A healthy adipose tissue (AT) is indispensable to human wellbeing. Among other roles, it contributes to energy homeostasis and provides insulation for internal organs. Adipocytes were previously thought to be a passive store of excess calories, however this view evolved to include an endocrine role. Adipose tissue was shown to synthesize and secrete adipokines that are pertinent to glucose and lipid homeostasis, as well as inflammation. Importantly, the obesity-induced adipose tissue expansion stimulates a plethora of signals capable of triggering an inflammatory response. These inflammatory manifestations of obese AT have been linked to insulin resistance, metabolic syndrome, and type 2 diabetes, and proposed to evoke obesity-induced comorbidities including cardiovascular diseases (CVDs). A growing body of evidence suggests that metabolic disorders, characterized by AT inflammation and accumulation around organs may eventually induce organ dysfunction through a direct local mechanism. Interestingly, perirenal adipose tissue (PRAT), surrounding the kidney, influences renal function and metabolism. In this regard, PRAT emerged as an independent risk factor for chronic kidney disease (CKD) and is even correlated with CVD. Here, we review the available evidence on the impact of PRAT alteration in different metabolic states on the renal and cardiovascular function. We present a broad overview of novel insights linking cardiovascular derangements and CKD with a focus on metabolic disorders affecting PRAT. We also argue that the confluence among these pathways may open several perspectives for future pharmacological therapies against CKD and CVD possibly by modulating PRAT immunometabolism.
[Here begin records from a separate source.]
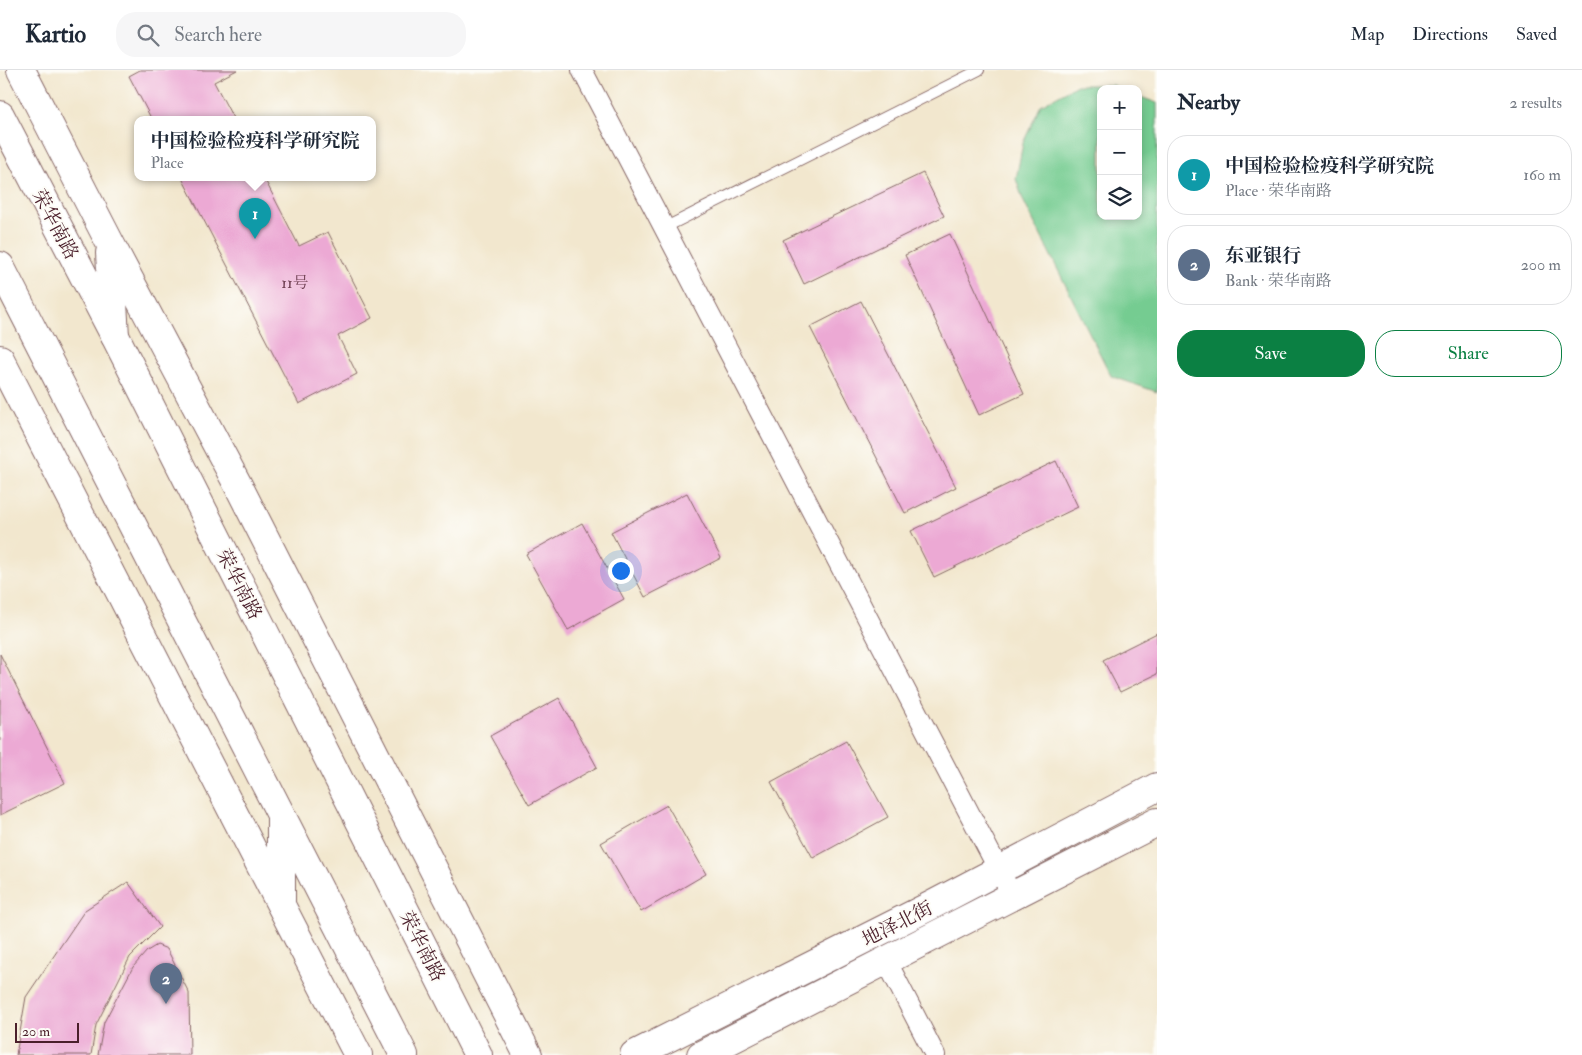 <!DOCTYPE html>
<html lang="en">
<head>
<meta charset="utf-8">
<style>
  :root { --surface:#fff; --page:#f6f6f7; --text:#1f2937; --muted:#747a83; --line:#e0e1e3; --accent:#0b8043 }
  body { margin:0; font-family:"IM FELL Double Pica","Noto Serif SC",serif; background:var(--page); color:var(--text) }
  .controls { position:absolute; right:15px; top:15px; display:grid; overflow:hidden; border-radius:10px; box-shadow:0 2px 8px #0003 }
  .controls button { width:45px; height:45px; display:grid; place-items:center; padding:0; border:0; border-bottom:1px solid var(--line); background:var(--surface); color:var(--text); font:25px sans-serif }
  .scale { position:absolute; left:15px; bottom:12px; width:64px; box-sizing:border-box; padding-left:5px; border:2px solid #4a1f2b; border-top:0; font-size:14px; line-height:18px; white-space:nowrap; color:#4a1f2b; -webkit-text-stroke:4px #fdfcf7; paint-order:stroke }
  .you { position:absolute; left:620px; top:500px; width:18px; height:18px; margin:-12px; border:4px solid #fff; border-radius:50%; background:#1a73e8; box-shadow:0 0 0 8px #1a73e833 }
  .badge { display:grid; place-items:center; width:32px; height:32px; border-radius:50%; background:var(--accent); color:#fff; font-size:16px; font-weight:700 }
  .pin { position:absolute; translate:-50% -41px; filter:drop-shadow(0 1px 2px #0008) }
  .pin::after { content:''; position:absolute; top:26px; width:18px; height:15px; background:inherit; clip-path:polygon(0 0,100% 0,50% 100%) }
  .popup { position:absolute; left:134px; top:46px; width:242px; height:65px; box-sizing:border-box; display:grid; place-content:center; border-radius:10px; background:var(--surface); filter:drop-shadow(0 1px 4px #0005); font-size:16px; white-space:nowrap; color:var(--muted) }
  .popup b { font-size:19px; color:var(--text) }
  .popup::after { content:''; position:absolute; left:50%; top:100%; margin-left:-10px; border:10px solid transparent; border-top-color:var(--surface) }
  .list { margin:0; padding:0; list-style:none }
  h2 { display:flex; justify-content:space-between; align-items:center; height:65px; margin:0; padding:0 20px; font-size:21px }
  h2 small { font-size:16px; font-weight:400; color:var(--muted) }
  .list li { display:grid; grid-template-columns:32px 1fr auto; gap:15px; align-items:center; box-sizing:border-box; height:80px; margin:0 10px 10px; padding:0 10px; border:1px solid var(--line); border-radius:20px }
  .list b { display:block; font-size:19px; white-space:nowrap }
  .list p { margin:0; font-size:16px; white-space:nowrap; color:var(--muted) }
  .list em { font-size:16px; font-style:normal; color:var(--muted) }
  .actions { display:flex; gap:10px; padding:15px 20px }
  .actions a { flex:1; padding:11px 0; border:1px solid var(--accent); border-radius:20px; text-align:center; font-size:18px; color:var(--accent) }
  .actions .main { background:var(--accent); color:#fff }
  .icon { flex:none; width:28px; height:28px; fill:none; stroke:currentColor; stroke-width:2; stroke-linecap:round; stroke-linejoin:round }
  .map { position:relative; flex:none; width:1157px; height:985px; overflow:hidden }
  header { display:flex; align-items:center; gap:30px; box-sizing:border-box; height:70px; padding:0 25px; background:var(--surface); border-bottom:1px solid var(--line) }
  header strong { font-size:24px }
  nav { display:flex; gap:28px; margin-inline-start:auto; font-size:18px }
  .search { width:350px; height:45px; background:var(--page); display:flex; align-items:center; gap:12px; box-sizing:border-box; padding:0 18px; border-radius:20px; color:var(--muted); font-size:19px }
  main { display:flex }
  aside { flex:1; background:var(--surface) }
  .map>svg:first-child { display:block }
</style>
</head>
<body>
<header>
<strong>Kartio</strong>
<div class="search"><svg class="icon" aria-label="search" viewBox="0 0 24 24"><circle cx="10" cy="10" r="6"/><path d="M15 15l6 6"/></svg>Search here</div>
<nav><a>Map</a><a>Directions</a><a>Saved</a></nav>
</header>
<main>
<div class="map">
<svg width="1157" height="985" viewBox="0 0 1157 985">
  <rect width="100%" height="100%" fill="#fdfcf7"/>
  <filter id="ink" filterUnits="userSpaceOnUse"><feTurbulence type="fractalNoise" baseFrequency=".02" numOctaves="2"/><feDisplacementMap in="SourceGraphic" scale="10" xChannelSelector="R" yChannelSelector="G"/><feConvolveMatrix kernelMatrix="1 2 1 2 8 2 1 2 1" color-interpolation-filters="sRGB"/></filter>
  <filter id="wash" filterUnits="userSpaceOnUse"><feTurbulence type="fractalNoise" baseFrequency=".0096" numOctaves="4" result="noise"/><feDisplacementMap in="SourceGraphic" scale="20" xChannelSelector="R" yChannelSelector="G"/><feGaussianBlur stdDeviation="1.12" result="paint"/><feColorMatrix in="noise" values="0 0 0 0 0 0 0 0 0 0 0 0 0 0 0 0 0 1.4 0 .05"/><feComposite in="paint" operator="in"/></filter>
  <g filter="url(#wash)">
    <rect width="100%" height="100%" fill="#f2e7ce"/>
    <polygon fill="#74cc91" stroke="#5f765e" points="1077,15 1113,15 1121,19 1101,19 1101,146 1138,146 1138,26 1157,33 1157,322 1111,306 1023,130 1016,109 1023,73 1041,35"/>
    <g id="blocks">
      <g fill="#eca9d4">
        <polygon points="140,0 237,0 214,12 234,50 152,50 129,6"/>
        <polygon points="923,103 944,146 804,214 783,170"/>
        <polygon points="182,108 264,108 299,176 328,162 372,248 338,266 357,304 299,334"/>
        <polygon points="950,164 1024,324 979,345 905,185"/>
        <polygon points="861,231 956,417 905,443 810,257"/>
        <polygon points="1056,391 1078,437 934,507 911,461"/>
        <polygon points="687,423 721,488 645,527 611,462"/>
        <polygon points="582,453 624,529 568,560 526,484"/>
        <polygon points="1157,563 1157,604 1120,622 1103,590"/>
        <polygon points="0,584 65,713 0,745"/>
        <polygon points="559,628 597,697 529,735 490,666"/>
        <polygon points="846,671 888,747 813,788 771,712"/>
        <polygon points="667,735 706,804 641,842 601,773"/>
        <polygon points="128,812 160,857 130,887 96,955 91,985 16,985 26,927 85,840"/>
        <polygon points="157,875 167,879 189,923 190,985 98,985 104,952 133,897 147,881"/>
      </g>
    </g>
  </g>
  <g filter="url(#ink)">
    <use href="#blocks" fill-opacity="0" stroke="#856564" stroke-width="1"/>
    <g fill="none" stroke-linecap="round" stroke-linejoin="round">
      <defs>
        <polyline id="lane" points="664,158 979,0"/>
        <g id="street">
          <polyline points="582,0 1013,827"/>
          <polyline points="887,892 935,985"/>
        </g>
        <g id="secondary">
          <polyline points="21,0 110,173 239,417 528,985"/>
          <polyline points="110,183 115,266"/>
          <polyline points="0,289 358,985"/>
          <polyline points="281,746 281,830"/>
          <polyline points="634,985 932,835 1157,717"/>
          <polyline points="701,985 1157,752"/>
        </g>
        <g id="primary">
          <polyline points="0,45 115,266 478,985"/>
          <polyline points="0,196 404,985"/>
        </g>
      </defs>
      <use href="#lane" stroke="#856564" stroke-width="12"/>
      <use href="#street" stroke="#856564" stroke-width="22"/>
      <use href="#secondary" stroke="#856564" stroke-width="30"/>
      <use href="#primary" stroke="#856564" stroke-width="30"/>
      <use href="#lane" stroke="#fff" stroke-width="10"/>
      <use href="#street" stroke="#fff" stroke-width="20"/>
      <use href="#secondary" stroke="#fff" stroke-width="28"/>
      <use href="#primary" stroke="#fff" stroke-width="28"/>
    </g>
  </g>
  <g text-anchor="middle" stroke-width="4" stroke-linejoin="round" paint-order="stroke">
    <g font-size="16" fill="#724255">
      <text x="295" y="218">11号</text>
    </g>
    <g font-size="19" fill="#4a1f2b" stroke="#fdfcf7">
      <text transform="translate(56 154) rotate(62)" y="7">荣华南路</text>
      <text transform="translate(240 514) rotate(63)" y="7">荣华南路</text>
      <text transform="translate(897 853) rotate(-27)" y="7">地泽北街</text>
      <text transform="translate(423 876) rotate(63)" y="7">荣华南路</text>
    </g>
  </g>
</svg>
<div class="controls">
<button>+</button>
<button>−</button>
<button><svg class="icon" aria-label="layers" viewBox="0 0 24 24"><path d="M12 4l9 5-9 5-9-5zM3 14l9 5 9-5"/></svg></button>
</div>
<div class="scale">20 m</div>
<div class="you"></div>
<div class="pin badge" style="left:255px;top:169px;background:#0f9aa8">1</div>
<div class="popup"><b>中国检验检疫科学研究院</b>Place</div>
<div class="pin badge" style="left:166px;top:934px;background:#5c6f8a">2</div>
</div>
<aside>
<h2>Nearby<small>2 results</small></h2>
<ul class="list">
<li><span class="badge" style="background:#0f9aa8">1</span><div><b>中国检验检疫科学研究院</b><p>Place · 荣华南路</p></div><em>160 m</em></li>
<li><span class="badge" style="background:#5c6f8a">2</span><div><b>东亚银行</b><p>Bank · 荣华南路</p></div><em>200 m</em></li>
</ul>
<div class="actions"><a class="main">Save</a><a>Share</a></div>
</aside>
</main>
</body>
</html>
健康的脂肪组织(AT)对人类健康是不可或缺的。除了其他作用外,它有助于能量平衡,并为内部器官提供隔热。脂肪细胞以前被认为是多余卡路里的被动储存库,但这种观点演变为包括内分泌作用。脂肪组织被证明可以合成和分泌与葡萄糖和脂质代谢平衡以及炎症有关的脂肪因子。重要的是,肥胖引起的脂肪组织扩张会刺激大量能够引发炎症反应的信号。肥胖 AT 的这些炎症表现与胰岛素抵抗、代谢综合征和 2 型糖尿病有关,并被认为会引发肥胖引起的合并症,包括心血管疾病(CVD)。越来越多的证据表明,以 AT 炎症和器官周围脂肪堆积为特征的代谢紊乱可能最终通过直接的局部机制导致器官功能障碍。有趣的是,肾周脂肪组织(PRAT)环绕肾脏,影响肾脏功能和代谢。在这方面,PRAT 已成为慢性肾脏病(CKD)的独立危险因素,甚至与心血管疾病相关。在这里,我们综述了不同代谢状态下 PRAT 改变对肾脏和心血管功能影响的现有证据。我们全面概述了将心血管紊乱和 CKD 与影响 PRAT 的代谢紊乱联系起来的新见解。我们还认为,这些途径的融合可能为针对 CKD 和 CVD 的未来药物治疗开辟多个视角,可能通过调节 PRAT 的免疫代谢。